Task instructions: Within the listing below, how many lines hold "buttons"? Reply with that number and no other text.
== Data to process
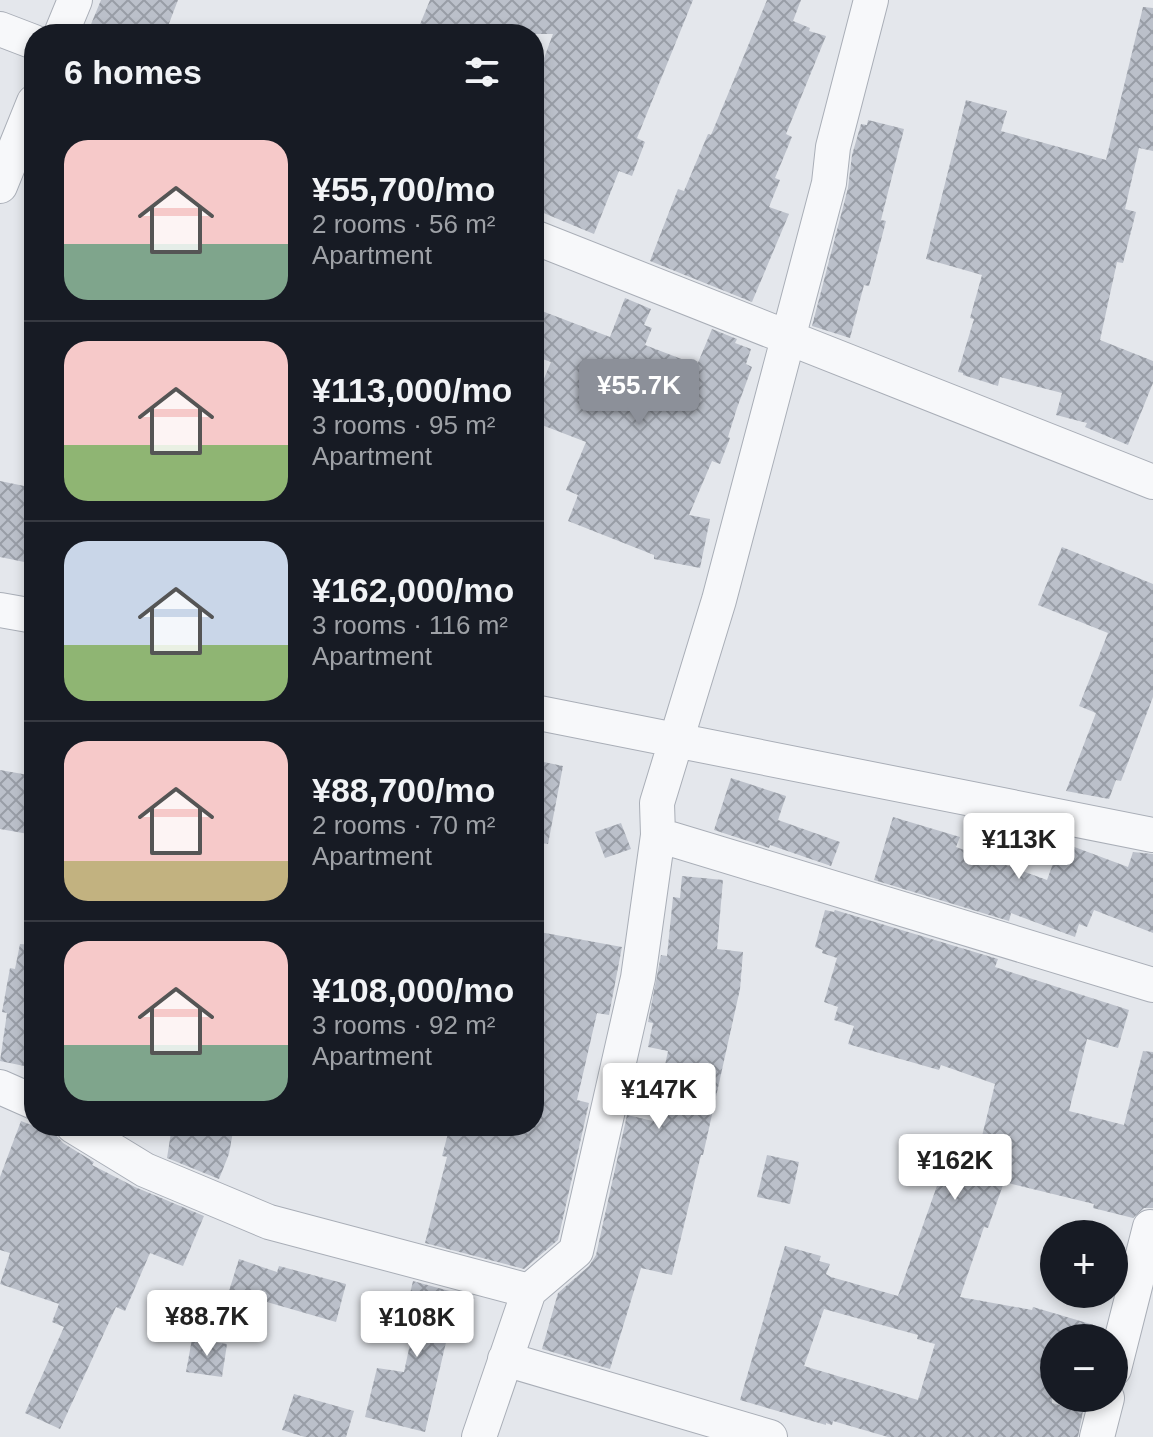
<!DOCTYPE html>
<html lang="en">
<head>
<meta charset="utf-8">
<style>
	body { margin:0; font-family:Helvetica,sans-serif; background:#242831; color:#f1f3f6; height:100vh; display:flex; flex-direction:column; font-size:30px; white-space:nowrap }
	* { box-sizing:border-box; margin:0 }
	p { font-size:26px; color:#9ea1a6 }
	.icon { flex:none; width:44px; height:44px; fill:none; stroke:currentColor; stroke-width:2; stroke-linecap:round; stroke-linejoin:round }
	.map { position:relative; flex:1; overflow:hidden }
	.details { position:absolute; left:24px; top:24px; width:520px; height:1112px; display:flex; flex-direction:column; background:#171b24; border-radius:32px; box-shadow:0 4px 12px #0003 }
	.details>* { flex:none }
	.buttons { position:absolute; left:1040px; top:1220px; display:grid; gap:16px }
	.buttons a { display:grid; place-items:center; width:88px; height:88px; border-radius:50%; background:#171b24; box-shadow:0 4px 12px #0003; font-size:40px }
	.price { position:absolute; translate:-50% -68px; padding:0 18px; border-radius:8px; background:#fff; color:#222; font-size:26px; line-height:52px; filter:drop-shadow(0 2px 4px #0008) }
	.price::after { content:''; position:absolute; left:50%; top:48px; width:24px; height:18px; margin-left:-12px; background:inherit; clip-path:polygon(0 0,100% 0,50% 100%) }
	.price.active { background:#8c9099; color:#fff }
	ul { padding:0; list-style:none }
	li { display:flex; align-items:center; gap:24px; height:200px; padding:0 40px }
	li+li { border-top:2px solid #363941 }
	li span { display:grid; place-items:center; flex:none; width:224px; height:160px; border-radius:24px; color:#555 }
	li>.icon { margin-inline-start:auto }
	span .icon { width:96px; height:96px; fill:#fffc; stroke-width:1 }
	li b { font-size:34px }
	h2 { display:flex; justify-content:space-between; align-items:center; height:96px; padding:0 40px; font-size:34px }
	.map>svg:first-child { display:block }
	.building { fill:url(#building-cross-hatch); fill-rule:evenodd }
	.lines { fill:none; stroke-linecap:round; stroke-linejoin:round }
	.street-casing { stroke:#a9aeb7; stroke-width:36 }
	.street { stroke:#f7f8fa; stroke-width:34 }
</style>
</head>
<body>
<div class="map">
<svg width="1153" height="1437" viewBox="0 0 1153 1437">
	<defs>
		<pattern id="building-cross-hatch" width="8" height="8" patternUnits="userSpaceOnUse" patternTransform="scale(2)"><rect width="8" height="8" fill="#bbc0ca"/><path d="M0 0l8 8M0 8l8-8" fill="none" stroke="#989da6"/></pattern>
	</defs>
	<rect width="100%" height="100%" fill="#e4e7ec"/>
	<path class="building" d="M 101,0 L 178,0 L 165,34 L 87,34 Z
		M 430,0 L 693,0 L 637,138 L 645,142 L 632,176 L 619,171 L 594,234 L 534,209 L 534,85 L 553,34 L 416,34 Z
		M 767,0 L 801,0 L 793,21 L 810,28 L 809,31 L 826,36 L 786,134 L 792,137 L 775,178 L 780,180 L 769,207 L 789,214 L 752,302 L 650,261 L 678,189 L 684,191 L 708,134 L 711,135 Z
		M 1143,7 L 1153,8 L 1153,151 L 1139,148 L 1125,209 L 1136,212 L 1123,263 L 1117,262 L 1100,340 L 1153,361 L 1153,383 L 1128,445 L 1085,427 L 1087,423 L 1056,415 L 1062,393 L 1000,377 L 998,386 L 963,375 L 963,373 L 958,372 L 974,319 L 970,318 L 982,275 L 926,259 L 966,100 L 1007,111 L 1001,131 L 1106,160 Z
		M 868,120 L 904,129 L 881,220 L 886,221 L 869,286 L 864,285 L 850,338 L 812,326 L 848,188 L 852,155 L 861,124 L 867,125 Z
		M 625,298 L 651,309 L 644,325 L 652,328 L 645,345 L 697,365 L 712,329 L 737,339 L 735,343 L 751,349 L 746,364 L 752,367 L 737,408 L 728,437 L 730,438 L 720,464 L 712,461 L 689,515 L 710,519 L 700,568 L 654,559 L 654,555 L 568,521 L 578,495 L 566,490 L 586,442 L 534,422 L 534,402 L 551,362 L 534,356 L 534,308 L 610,337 Z
		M 0,481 L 34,488 L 34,564 L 0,557 Z
		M 1062,547 L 1153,584 L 1153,697 L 1121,781 L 1116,780 L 1109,799 L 1066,791 L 1096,713 L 1079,706 L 1108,633 L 1038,605 Z
		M 534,760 L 563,766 L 548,844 L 534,842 Z
		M 0,770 L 34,776 L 34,835 L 0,829 Z
		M 731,778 L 786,796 L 778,820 L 840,842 L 831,866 L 770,845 L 769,848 L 714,830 Z
		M 893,817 L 960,837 L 956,847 L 1047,880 L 1061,842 L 1128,867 L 1133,852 L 1153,854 L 1153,933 L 1094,910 L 1087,927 L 1079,924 L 1075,937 L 1011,913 L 1009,921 L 874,880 Z
		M 621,823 L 631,849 L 605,858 L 595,832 Z
		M 682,876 L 723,880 L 717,949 L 743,952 L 740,989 L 703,1155 L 701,1155 L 672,1275 L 641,1268 L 610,1369 L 542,1349 L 558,1293 L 589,1266 L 596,1255 L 627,1115 L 653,1121 L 668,1051 L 648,1047 L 653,1023 L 648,1022 L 661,955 L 667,956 L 673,897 L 680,898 Z
		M 825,910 L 834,912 L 835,910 L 998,959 L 995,967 L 1129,1010 L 1118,1048 L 1087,1039 L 1069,1111 L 1124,1125 L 1143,1051 L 1153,1052 L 1153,1208 L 1144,1208 L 1133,1218 L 1093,1208 L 1094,1204 L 1004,1182 L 988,1228 L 984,1227 L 960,1297 L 1032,1310 L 1033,1307 L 1104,1328 L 1101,1338 L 1054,1338 L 1052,1403 L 1083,1411 L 1078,1437 L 888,1437 L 833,1421 L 832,1425 L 826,1423 L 826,1425 L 740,1400 L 785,1246 L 821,1256 L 819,1261 L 830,1264 L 826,1274 L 831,1277 L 898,1296 L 944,1166 L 972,1176 L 995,1084 L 941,1065 L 939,1070 L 848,1044 L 854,1026 L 834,1020 L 838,1007 L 824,1002 L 837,958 L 822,953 L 823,950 L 815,947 ZM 824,1309 L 918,1335 L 917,1339 L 935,1344 L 918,1400 L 804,1366 Z
		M 534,931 L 622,947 L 609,1015 L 597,1013 L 577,1100 L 589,1103 L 558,1240 L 524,1269 L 425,1243 L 447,1157 L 442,1156 L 450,1126 L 534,1126 Z
		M 20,944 L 34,945 L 34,1068 L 0,1061 L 7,1013 L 2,1012 L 10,968 L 15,969 Z
		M 21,1121 L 55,1134 L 63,1143 L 94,1162 L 92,1165 L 135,1187 L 204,1216 L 183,1266 L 150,1253 L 125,1311 L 116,1307 L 60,1429 L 25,1413 L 64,1327 L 52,1322 L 59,1304 L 0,1284 L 10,1253 L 0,1250 L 0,1177 Z
		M 172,1126 L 234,1126 L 229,1154 L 219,1179 L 167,1158 Z
		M 767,1155 L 799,1162 L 790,1204 L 757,1197 Z
		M 239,1259 L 277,1272 L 279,1266 L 346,1284 L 336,1322 L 229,1291 Z
		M 413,1281 L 475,1298 L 457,1307 L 462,1308 L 454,1340 L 447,1338 L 425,1432 L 365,1417 L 377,1368 L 404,1372 L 410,1344 L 399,1340 Z
		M 192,1339 L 227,1344 L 222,1377 L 186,1372 Z
		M 294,1394 L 354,1411 L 346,1437 L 305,1437 L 282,1430 Z"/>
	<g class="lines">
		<g class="street-casing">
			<path id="street" d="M 0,29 L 34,42
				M 61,34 L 75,0
				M 0,186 L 34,102
				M 534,237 L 1153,482
				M 0,610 L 34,616
				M 534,712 L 1153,835
				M 658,835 L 1153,985
				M 0,1087 L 34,1102
				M 73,1126 L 145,1170 L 269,1222 L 529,1291
				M 505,1359 L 770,1437
				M 1114,1369 L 1150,1227
				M 479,1437 L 529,1291 L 576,1251 L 638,978 L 658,835 L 657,803 L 719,600 L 829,183 L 833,147 L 871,0
				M 1097,1437 L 1107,1398"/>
		</g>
		<use href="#street" class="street"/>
	</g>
</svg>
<div class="buttons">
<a>+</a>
<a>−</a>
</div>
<b class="price active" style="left:639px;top:427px">¥55.7K</b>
<b class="price" style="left:1019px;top:881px">¥113K</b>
<b class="price" style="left:659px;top:1131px">¥147K</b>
<b class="price" style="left:955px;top:1202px">¥162K</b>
<b class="price" style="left:207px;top:1358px">¥88.7K</b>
<b class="price" style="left:417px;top:1359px">¥108K</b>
<section class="details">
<h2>6 homes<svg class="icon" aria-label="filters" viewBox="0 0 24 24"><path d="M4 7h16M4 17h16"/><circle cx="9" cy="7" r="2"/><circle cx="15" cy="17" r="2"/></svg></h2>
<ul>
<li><span style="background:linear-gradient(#f6c9c9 65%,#7fa58c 0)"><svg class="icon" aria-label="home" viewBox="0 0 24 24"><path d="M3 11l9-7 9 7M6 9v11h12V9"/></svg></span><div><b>¥55,700/mo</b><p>2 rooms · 56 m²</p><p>Apartment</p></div></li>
<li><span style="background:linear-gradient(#f6c9c9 65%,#8fb573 0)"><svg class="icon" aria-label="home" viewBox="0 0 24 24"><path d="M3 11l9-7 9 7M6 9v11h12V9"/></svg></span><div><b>¥113,000/mo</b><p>3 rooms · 95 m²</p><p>Apartment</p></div></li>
<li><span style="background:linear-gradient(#c9d6e8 65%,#8fb573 0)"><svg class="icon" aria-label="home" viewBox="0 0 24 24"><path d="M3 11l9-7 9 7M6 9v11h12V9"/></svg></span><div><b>¥162,000/mo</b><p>3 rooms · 116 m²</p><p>Apartment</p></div></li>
<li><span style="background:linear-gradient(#f6c9c9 75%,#c2b280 0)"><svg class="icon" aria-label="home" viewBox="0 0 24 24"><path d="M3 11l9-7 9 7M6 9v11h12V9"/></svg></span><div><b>¥88,700/mo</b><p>2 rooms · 70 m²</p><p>Apartment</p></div></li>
<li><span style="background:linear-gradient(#f6c9c9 65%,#7fa58c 0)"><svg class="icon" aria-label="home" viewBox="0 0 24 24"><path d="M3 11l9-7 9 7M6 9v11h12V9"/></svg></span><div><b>¥108,000/mo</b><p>3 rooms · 92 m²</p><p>Apartment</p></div></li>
</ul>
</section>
</div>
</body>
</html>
====
Output: 3